Dicho en cristiano y dada la evidencia del estado de excepción en que hoy naufraga la república: ¿quién manda hoy por hoy en Venezuela? ¿En quién se encuentra depositado el poder soberano del pueblo? ¿Dónde y bajo qué condiciones reside hoy, si existe,  la soberanía de este país llamado Venezuela? ¿Quién encarna la voluntad soberana del pueblo, último y exclusivo depositario de la soberanía? ¿O dicha voluntad se encuentra temporalmente extraviada, a la deriva, secuestrada como resulta ser constitutivo de una crisis de excepción, cuando bajo imperativos circunstanciales – una revolución, una guerra, un motín, una conmoción civil o una catástrofe natural o humana de dimensiones telúricas – como las que se vivieran en nuestro país entre la caída de la Patria Boba, la Batalla de Carabobo y la Reconstitución de la República – la sociedad se ve extraviada en el maremágnum de los acontecimientos?
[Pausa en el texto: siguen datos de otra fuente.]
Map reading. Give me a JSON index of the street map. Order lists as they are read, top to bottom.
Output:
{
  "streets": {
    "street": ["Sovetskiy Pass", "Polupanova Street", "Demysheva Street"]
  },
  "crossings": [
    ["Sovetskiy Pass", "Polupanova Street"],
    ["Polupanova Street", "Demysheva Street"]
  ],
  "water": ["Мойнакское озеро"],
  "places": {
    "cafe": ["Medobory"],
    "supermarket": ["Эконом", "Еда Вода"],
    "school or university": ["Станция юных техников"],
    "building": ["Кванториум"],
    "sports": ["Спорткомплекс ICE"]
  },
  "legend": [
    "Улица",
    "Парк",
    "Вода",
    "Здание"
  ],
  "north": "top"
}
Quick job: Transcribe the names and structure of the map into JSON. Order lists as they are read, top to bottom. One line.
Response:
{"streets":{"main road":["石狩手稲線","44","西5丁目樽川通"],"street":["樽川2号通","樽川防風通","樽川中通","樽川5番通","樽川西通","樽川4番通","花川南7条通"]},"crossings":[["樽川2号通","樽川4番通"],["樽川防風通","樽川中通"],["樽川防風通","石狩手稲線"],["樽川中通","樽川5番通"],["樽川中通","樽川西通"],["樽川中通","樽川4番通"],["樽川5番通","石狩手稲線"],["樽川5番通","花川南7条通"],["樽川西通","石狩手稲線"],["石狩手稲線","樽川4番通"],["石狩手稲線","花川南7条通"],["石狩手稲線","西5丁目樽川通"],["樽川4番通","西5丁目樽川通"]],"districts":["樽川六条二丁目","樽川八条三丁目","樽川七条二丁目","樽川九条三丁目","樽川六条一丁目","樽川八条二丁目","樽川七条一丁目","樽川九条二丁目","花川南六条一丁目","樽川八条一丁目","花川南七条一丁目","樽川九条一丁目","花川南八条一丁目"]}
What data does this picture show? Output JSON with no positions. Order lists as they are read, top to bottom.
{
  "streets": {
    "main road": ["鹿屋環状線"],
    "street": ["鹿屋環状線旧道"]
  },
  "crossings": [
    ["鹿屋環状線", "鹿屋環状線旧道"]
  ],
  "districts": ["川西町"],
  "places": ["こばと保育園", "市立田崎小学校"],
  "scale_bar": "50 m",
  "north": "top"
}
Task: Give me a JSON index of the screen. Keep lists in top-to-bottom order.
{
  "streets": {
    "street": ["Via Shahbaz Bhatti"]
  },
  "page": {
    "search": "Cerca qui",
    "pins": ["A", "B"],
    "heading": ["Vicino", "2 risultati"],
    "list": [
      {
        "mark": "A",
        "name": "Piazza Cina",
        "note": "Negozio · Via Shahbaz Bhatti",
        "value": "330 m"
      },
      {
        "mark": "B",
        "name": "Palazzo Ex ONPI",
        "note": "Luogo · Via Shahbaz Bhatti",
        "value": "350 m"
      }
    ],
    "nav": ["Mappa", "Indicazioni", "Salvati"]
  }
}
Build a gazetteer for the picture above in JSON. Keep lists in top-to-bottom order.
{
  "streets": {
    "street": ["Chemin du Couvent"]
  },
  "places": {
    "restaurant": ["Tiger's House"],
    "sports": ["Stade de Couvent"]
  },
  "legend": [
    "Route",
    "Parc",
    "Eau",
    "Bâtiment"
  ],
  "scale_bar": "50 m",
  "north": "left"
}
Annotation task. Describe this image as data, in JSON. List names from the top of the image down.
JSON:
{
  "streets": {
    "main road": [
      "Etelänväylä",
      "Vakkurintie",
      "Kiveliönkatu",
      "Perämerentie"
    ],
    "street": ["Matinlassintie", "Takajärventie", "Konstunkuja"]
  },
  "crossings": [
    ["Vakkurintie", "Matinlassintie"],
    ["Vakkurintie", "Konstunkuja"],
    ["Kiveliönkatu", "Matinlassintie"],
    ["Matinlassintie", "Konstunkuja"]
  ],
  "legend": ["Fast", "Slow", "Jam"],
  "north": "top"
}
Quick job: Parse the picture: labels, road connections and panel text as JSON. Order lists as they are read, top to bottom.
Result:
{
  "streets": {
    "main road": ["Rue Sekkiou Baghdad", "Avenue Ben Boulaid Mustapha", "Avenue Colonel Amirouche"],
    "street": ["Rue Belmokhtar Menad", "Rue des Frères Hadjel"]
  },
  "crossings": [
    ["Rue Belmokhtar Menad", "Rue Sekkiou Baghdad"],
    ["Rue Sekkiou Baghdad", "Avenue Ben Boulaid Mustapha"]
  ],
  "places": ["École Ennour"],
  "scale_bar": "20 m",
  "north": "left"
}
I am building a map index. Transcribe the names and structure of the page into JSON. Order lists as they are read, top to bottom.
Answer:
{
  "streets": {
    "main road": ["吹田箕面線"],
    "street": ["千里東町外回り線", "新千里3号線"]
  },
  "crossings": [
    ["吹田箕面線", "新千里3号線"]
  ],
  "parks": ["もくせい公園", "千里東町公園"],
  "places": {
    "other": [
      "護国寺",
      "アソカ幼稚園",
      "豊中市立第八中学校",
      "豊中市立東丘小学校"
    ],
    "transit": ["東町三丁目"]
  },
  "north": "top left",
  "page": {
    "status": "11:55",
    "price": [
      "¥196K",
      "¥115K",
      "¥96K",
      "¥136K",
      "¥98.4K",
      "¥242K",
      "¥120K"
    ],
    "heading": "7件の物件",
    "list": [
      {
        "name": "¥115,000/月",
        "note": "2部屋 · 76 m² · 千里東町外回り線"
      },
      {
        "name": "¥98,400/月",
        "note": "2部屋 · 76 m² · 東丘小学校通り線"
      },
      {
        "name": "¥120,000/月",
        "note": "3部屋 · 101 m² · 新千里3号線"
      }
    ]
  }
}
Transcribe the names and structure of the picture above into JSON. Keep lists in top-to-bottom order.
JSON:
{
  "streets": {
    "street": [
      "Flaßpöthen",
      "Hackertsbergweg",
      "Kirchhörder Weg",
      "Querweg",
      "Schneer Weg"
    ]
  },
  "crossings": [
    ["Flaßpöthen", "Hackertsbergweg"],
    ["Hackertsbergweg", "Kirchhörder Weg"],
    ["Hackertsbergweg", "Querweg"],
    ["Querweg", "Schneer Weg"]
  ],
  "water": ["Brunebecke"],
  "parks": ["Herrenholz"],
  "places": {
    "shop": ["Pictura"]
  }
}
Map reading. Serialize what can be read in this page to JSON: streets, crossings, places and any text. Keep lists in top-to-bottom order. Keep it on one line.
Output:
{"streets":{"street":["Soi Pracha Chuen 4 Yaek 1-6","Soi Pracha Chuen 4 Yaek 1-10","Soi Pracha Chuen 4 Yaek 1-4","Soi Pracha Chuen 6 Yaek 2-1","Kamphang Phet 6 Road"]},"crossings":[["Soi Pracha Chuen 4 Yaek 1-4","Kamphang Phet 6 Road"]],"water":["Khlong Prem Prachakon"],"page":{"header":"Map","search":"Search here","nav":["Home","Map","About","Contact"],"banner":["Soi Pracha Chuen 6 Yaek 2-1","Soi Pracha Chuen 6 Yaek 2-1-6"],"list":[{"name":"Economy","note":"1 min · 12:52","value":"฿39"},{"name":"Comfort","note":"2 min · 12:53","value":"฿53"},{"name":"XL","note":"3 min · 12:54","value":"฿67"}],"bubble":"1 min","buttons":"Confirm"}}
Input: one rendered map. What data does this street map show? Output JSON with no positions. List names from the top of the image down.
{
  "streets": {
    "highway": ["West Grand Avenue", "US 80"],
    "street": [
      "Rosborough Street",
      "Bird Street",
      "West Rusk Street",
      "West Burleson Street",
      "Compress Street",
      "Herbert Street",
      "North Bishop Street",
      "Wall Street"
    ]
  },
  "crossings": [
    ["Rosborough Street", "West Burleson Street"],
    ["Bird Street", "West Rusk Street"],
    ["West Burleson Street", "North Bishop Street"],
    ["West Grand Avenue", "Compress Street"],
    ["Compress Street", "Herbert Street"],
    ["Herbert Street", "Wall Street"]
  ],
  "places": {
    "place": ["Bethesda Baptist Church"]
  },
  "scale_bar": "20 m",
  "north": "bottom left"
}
No es una pregunta ociosa: es una pregunta esencial, que hace a la sustancia de nuestra vida como República, a nuestra existencia histórica como Nación. Si aceptamos que lo somos, más allá de los símbolos, los usos diplomáticos, las costumbres. Por lo menos, formalmente, desde el 5 de julio de 1811, fecha que se acaba de conmemorar en gloria y majestad, como si esa pregunta hamletiana que flota consciente o inconscientemente en el ambiente, y cuya expresión práctica nos tiene al borde de la extinción, estuviese resuelta. No lo está. Nadie puede asegurar a plenitud y con absoluta convicción en donde reside hoy por hoy, geográfica, materialmente, la soberanía de la República: si en Caracas o en La Habana, en Miraflores o en el Palacio de la Revolución. Y por reflejo especular: en Washington o en el Vaticano, en la OEA o en el MERCOSUR. Lo que está en entredicho desde el asalto electoral al Poder por parte del castrochavismo es, nada más y nada menos, que la soberanía misma de Venezuela. Es el problema crucial que enfrentan militares y civiles. Imposible eludirlo: hace a nuestra esencia.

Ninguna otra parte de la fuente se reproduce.